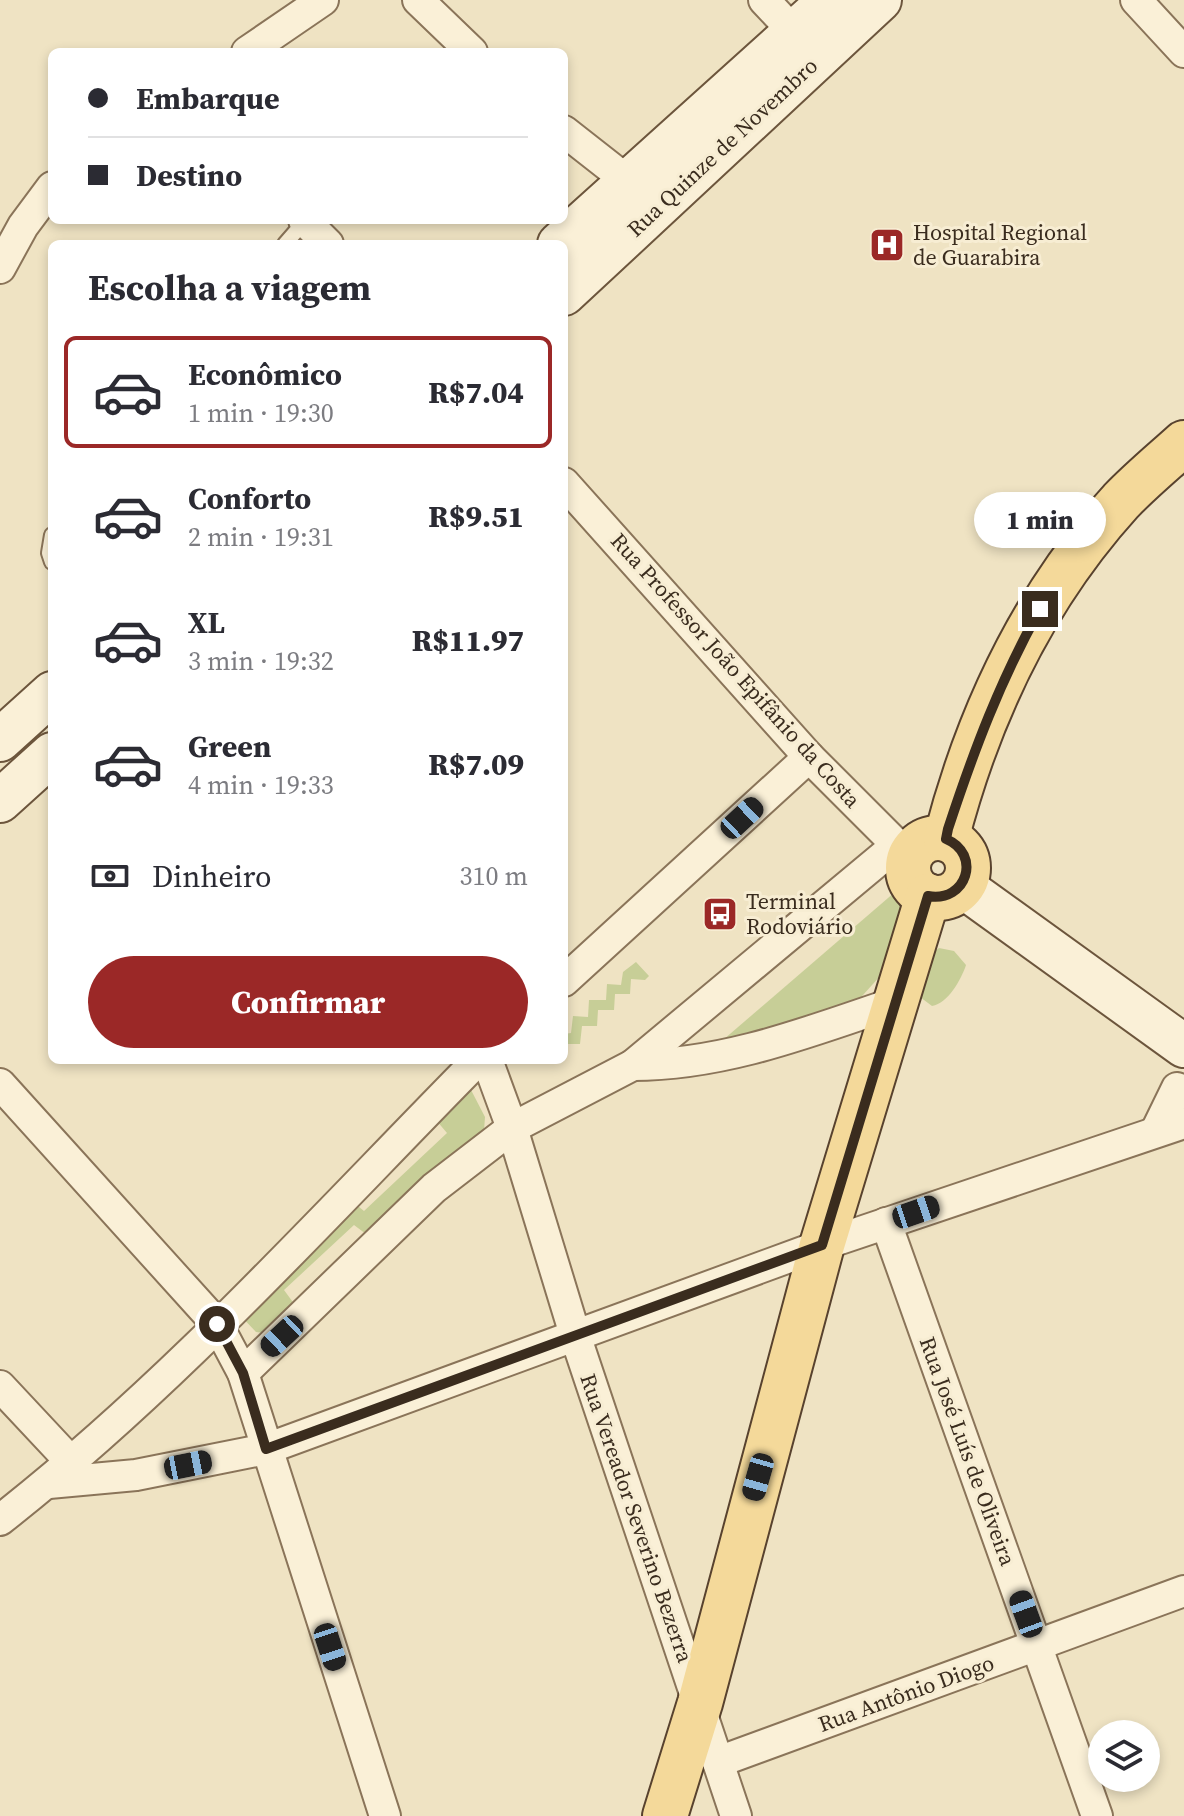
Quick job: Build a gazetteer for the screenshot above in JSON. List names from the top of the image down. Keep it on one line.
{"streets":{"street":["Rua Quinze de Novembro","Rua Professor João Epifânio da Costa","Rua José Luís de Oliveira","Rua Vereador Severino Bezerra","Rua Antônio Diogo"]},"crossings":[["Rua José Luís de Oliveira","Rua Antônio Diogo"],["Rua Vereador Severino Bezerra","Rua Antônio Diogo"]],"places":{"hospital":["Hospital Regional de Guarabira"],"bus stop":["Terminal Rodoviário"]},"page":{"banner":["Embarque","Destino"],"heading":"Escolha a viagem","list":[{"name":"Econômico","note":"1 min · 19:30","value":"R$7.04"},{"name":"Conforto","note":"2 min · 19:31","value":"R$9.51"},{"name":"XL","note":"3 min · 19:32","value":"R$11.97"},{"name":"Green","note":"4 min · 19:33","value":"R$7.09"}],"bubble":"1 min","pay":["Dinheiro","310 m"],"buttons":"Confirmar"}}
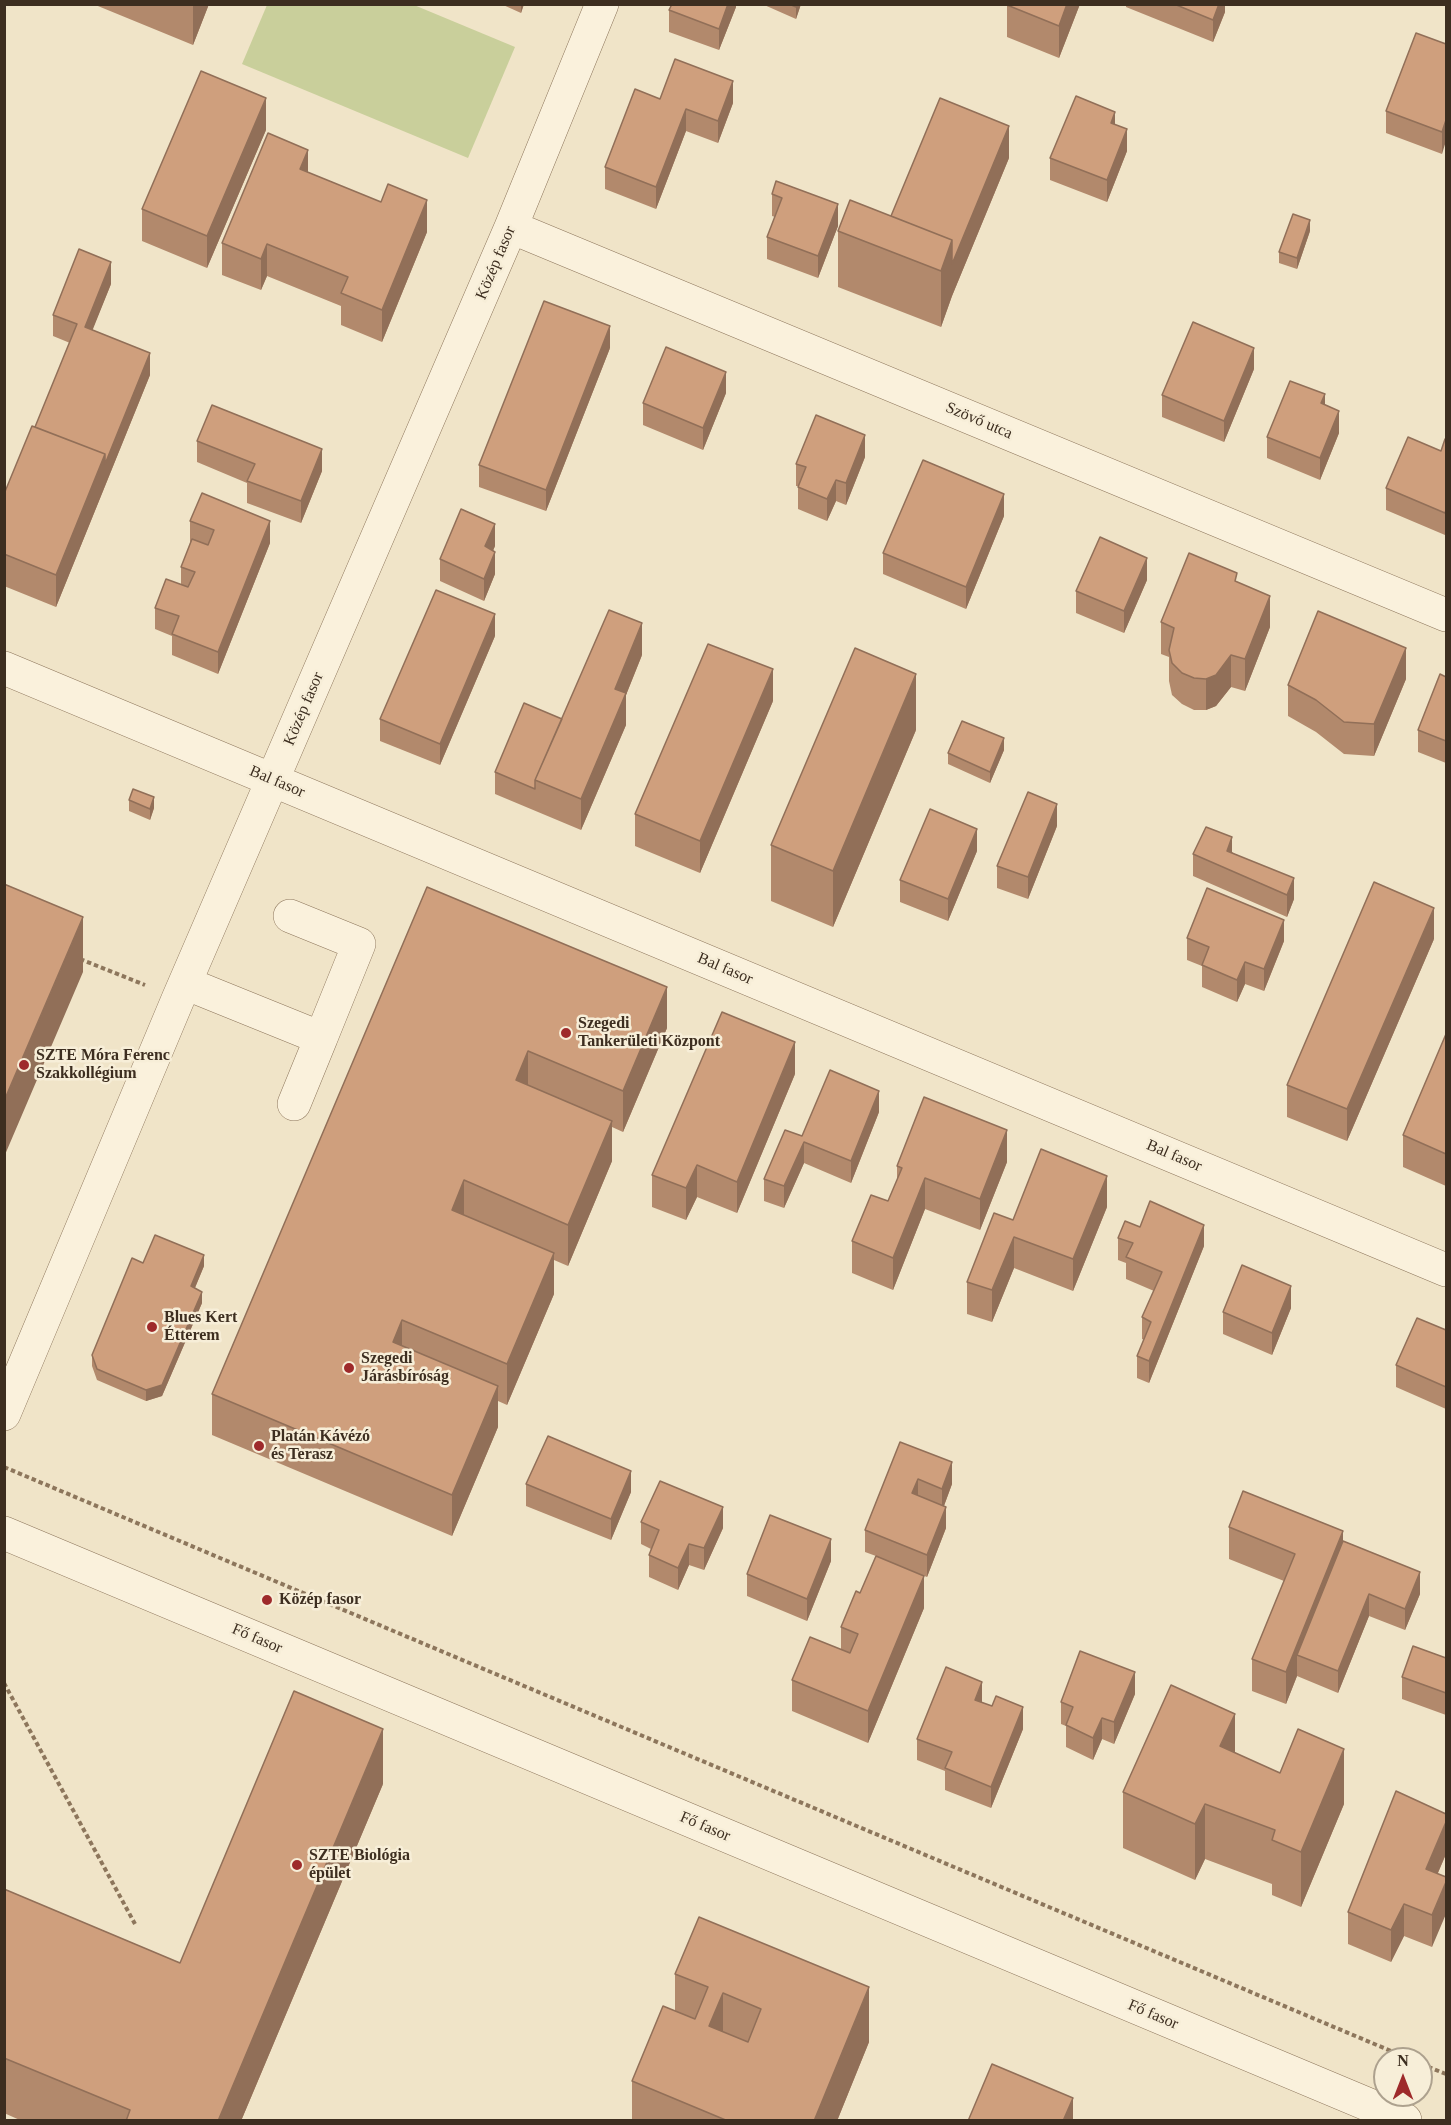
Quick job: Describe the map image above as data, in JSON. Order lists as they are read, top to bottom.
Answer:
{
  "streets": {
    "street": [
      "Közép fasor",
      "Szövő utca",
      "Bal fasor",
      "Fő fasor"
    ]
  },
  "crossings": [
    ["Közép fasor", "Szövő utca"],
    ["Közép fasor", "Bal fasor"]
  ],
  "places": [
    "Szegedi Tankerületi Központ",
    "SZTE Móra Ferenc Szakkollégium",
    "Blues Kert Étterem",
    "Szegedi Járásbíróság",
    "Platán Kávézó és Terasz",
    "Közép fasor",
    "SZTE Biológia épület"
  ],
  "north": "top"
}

■ ■ ■

(What you will do):
The entries above should be reproduced exactly, without their pictures.

(Answer for the task):
Quick job: Build a gazetteer for the screenshot above in JSON. List names from the top of the image down. Keep it on one line.
{"streets":{"street":["Rua Quinze de Novembro","Rua Professor João Epifânio da Costa","Rua José Luís de Oliveira","Rua Vereador Severino Bezerra","Rua Antônio Diogo"]},"crossings":[["Rua José Luís de Oliveira","Rua Antônio Diogo"],["Rua Vereador Severino Bezerra","Rua Antônio Diogo"]],"places":{"hospital":["Hospital Regional de Guarabira"],"bus stop":["Terminal Rodoviário"]},"page":{"banner":["Embarque","Destino"],"heading":"Escolha a viagem","list":[{"name":"Econômico","note":"1 min · 19:30","value":"R$7.04"},{"name":"Conforto","note":"2 min · 19:31","value":"R$9.51"},{"name":"XL","note":"3 min · 19:32","value":"R$11.97"},{"name":"Green","note":"4 min · 19:33","value":"R$7.09"}],"bubble":"1 min","pay":["Dinheiro","310 m"],"buttons":"Confirmar"}}
Quick job: Describe the map image above as data, in JSON. Order lists as they are read, top to bottom.
Answer:
{
  "streets": {
    "street": [
      "Közép fasor",
      "Szövő utca",
      "Bal fasor",
      "Fő fasor"
    ]
  },
  "crossings": [
    ["Közép fasor", "Szövő utca"],
    ["Közép fasor", "Bal fasor"]
  ],
  "places": [
    "Szegedi Tankerületi Központ",
    "SZTE Móra Ferenc Szakkollégium",
    "Blues Kert Étterem",
    "Szegedi Járásbíróság",
    "Platán Kávézó és Terasz",
    "Közép fasor",
    "SZTE Biológia épület"
  ],
  "north": "top"
}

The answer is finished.